Webinar Context & Logistics

  • Presenters: Dr. Frank Harris III (Professor, SDSU & Co-Director, Community College Equity Assessment Lab – CCEAL) and Dr. J. Luke Wood (Associate Vice President for Diversity & Innovation, SDSU).
  • Format: Free, recorded webinar; fully-captioned recording promised within 24 h.
  • Audience: 4,500+ registrants (majority community-college faculty; some 4-year colleagues).
  • Interaction channel: Twitter hashtag #EquityOnline for live questions & peer engagement.
  • Follow-up events: Upcoming webinar on equity-minded student services in online environments; separate CUE webinar on supporting students during COVID-19.

Webinar Objectives

  • Highlight how culturally diverse students are disproportionately impacted in online courses.
  • Share practical strategies to keep equity central when designing & delivering virtual learning.
  • Maintain momentum of prior equity work despite COVID-19 disruption.
  • NOT a technical LMS training; focus is on teaching/learning practices.

Foundational Definitions & Concepts

Equity

  • Intentional strategies to address disparities affecting students who experience disproportionate impact (DI).
  • Populations noted: students of color, former foster youth, basic-needs-insecure students, students with disabilities, formerly incarcerated students.

Equity-Mindedness (per Dr.
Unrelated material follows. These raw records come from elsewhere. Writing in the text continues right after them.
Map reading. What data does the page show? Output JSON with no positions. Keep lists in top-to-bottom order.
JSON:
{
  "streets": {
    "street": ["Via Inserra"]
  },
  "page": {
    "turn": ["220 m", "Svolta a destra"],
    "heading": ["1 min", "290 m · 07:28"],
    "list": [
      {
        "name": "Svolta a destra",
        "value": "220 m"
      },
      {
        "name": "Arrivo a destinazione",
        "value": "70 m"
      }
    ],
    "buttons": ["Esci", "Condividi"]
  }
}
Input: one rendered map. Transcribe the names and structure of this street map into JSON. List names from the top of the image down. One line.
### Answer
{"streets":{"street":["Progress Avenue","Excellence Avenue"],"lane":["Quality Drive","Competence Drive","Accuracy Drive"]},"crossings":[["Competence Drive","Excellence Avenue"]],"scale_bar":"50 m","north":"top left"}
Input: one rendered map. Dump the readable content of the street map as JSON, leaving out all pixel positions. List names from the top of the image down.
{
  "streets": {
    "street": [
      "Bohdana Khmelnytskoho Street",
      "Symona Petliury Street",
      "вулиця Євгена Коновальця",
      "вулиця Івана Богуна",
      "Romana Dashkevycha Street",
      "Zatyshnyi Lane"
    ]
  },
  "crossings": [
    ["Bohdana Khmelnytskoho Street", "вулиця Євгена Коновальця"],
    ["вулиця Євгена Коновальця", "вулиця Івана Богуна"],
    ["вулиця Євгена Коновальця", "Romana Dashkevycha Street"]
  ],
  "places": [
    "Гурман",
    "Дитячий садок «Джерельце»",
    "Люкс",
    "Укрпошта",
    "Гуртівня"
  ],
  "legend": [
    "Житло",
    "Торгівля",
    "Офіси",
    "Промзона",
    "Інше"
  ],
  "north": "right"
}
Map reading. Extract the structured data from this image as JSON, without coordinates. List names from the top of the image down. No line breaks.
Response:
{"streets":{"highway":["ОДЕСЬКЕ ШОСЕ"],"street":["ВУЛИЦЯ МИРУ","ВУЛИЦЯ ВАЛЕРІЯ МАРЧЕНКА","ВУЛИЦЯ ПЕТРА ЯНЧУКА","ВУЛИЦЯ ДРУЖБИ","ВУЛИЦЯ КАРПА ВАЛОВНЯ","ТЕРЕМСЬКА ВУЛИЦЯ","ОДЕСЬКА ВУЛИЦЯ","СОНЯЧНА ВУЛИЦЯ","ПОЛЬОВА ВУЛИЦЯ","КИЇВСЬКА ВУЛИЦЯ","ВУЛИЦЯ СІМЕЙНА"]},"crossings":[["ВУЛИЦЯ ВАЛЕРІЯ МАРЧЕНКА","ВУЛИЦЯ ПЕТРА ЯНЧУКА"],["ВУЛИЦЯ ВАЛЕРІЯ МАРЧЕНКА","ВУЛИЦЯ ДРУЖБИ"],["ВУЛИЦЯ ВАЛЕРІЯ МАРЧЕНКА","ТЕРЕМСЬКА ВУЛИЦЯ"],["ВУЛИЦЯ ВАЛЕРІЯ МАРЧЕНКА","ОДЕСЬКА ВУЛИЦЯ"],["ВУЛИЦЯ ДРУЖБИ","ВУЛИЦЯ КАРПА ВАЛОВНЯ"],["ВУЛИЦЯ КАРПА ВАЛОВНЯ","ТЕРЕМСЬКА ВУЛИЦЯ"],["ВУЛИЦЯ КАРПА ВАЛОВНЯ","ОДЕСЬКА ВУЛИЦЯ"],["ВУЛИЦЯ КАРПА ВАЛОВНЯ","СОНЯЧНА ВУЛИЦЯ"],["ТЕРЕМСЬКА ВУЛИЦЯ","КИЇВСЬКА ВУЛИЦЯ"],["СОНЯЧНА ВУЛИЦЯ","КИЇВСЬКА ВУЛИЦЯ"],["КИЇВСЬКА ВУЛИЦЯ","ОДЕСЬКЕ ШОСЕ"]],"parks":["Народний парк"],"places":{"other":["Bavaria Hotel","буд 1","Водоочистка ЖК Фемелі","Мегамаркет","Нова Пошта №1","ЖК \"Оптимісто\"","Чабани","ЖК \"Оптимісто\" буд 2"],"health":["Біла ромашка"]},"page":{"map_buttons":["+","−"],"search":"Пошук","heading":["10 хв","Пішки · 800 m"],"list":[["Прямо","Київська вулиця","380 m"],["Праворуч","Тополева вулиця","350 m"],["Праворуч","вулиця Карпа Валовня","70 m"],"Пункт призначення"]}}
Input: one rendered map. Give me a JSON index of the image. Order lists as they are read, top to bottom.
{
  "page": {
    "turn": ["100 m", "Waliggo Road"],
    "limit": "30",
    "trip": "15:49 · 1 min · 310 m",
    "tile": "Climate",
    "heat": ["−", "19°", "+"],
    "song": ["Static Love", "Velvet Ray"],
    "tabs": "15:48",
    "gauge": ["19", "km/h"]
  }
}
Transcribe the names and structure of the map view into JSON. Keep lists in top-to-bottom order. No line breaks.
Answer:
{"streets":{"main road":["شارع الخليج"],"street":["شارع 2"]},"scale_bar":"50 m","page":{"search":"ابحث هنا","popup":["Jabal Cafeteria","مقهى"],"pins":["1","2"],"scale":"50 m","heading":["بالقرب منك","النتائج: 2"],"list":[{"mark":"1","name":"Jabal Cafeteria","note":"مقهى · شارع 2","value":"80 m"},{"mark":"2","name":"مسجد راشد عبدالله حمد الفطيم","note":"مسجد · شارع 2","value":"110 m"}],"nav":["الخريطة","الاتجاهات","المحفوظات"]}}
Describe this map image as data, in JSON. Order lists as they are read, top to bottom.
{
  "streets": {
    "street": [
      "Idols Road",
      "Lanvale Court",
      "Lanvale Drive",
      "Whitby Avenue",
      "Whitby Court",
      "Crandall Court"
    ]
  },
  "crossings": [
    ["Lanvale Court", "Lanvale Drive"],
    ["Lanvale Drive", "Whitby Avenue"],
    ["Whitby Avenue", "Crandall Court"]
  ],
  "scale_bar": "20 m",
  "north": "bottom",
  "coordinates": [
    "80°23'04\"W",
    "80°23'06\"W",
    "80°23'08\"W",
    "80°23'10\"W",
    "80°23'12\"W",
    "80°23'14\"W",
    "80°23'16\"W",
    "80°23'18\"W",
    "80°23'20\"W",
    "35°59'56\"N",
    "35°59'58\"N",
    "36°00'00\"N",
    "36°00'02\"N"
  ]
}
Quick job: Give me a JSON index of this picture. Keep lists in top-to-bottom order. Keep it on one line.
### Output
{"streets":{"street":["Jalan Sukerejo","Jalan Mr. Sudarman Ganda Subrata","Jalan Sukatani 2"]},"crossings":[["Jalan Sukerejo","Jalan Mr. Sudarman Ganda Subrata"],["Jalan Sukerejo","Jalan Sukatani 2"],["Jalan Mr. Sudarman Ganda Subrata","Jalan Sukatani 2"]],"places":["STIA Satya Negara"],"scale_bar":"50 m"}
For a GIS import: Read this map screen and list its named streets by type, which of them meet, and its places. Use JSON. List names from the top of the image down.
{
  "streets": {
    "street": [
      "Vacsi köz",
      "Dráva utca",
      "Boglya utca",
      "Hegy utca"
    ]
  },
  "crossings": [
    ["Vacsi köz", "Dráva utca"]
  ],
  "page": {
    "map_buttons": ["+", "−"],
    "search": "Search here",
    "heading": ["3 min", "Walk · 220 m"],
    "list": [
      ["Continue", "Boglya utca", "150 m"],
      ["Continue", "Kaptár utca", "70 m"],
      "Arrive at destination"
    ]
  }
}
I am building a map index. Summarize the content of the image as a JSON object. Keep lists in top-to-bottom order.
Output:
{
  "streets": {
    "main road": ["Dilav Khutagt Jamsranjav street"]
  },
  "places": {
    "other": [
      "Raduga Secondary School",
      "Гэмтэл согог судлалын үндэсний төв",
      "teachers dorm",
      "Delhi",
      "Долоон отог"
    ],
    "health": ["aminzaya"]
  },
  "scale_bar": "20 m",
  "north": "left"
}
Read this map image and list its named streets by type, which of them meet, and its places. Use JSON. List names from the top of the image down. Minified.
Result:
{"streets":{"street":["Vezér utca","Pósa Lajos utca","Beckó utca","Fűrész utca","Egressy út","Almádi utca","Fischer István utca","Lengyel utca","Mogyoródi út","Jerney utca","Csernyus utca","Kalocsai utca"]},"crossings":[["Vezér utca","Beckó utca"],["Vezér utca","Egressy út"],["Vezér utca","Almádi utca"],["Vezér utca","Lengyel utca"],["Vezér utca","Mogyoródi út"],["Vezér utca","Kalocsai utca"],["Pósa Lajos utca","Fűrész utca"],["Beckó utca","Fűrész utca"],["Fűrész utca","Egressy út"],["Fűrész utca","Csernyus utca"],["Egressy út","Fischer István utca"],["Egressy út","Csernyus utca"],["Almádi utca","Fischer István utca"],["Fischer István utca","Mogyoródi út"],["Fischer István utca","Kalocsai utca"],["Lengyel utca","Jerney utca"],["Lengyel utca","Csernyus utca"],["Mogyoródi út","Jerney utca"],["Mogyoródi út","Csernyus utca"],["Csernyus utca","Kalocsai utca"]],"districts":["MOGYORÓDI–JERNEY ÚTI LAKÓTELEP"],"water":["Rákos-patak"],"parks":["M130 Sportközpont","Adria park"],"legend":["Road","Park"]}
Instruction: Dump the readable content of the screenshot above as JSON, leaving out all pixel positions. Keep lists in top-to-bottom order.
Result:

Stella Bensimon)

  1. Recognize systemic inequities that disadvantage minoritized groups across social institutions.
  2. Reframe outcome gaps as institutional under-performance, not student deficits.
  3. Avoid attributing disparities solely to students’ identities or circumstances.
  4. Engage in critical self-reflection on educators’ roles in allowing inequities to persist.
  5. Centrality of race: An educator cannot be equity-minded while ignoring racial realities.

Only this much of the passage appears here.